Built near a graveyard that was relocated to Green Lawn Cemetery, unmarked graves and decomposed bodies still turn up periodically amid perpetual Short North construction. Char Bar’s basement seems to be the center of unrest, once a funeral parlor that was on the first floor, later buried below street level when the road was raised to cross over the railroad tracks of the old Union Station. Rumor has it even Lincoln’s remains were there briefly. Following weeks of travel by train after his assassination to let a grieving nation bid farewell, even “Honest Abe” needed a little touch up.

“It was Christmas Eve and I was the only one closing up. I grabbed the padlock out of the cabinet for the back door and the remote for the TV and put them on the end of the bar like I do every night,” explained Zack Price. “Earlier in the evening, a few people asked me about the strange experiences some customers have had in the basement.”

Price gets those questions a lot, but was always a polite skeptic—before that night. While checking the bathrooms downstairs he felt a rush of air as he passed the dilapidated antique piano, like someone breathing into his ear. He chalked it up as only in his head, but when he got to the top of the stairs, the lock and the remote were gone.

“I know I put them on the bar. But after checking to make sure no one else was there, I found the lock back in the cabinet, and the remote on the counter,” he said. “I locked up fast and got out of there.”

Bartender Erin McIntyre’s experience was directly with the piano, which some say they still hear playing upstairs, even when no one is in the basement.

“As I was coming out of the restroom, the piano made a huge noise and seemed to move away from the wall a little,” she recalled. “I ran up the stairs and after a few minutes talked myself into going back down, even though I was alone.

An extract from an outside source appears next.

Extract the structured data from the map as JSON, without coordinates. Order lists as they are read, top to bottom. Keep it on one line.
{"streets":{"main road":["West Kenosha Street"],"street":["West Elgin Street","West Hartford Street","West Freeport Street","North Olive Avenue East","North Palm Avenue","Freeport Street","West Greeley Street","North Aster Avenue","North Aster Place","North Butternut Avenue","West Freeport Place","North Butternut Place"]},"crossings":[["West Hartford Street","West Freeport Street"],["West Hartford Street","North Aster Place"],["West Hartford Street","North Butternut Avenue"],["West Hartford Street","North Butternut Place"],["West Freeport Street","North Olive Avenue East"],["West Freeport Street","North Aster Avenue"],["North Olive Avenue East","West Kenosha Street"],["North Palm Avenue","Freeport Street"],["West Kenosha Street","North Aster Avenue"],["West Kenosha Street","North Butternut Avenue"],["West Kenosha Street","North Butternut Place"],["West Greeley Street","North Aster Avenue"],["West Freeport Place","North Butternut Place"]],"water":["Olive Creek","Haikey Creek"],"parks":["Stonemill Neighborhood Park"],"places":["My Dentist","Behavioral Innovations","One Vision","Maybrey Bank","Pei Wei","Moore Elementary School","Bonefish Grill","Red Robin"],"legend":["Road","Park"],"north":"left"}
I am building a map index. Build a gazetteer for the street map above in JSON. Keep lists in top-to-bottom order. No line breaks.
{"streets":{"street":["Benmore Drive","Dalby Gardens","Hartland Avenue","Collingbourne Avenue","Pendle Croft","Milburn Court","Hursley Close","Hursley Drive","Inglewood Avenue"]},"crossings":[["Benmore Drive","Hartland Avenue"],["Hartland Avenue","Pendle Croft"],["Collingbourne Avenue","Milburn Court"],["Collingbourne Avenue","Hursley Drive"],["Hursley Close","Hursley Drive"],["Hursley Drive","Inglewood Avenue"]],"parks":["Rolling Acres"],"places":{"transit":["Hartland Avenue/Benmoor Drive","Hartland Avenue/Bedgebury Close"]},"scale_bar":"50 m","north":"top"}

I’d only seen it move out of the corner of my eye, so I dismissed it and didn’t tell anyone.”

The next night, two terrified patrons, in separate incidents, also came running up the stairs swearing they too had seen the piano move away from the wall. The bartender on duty credited the spirits—not “the spirits”—until McIntyre arrived and shared her similar tale from the previous evening.

“There were three of us, who didn’t know each other, and we all saw the same thing,” McIntyre said emphatically. “At this point, the piano was a few feet away from the wall, and it took five people to move it back. That’s not anyone’s imagination.”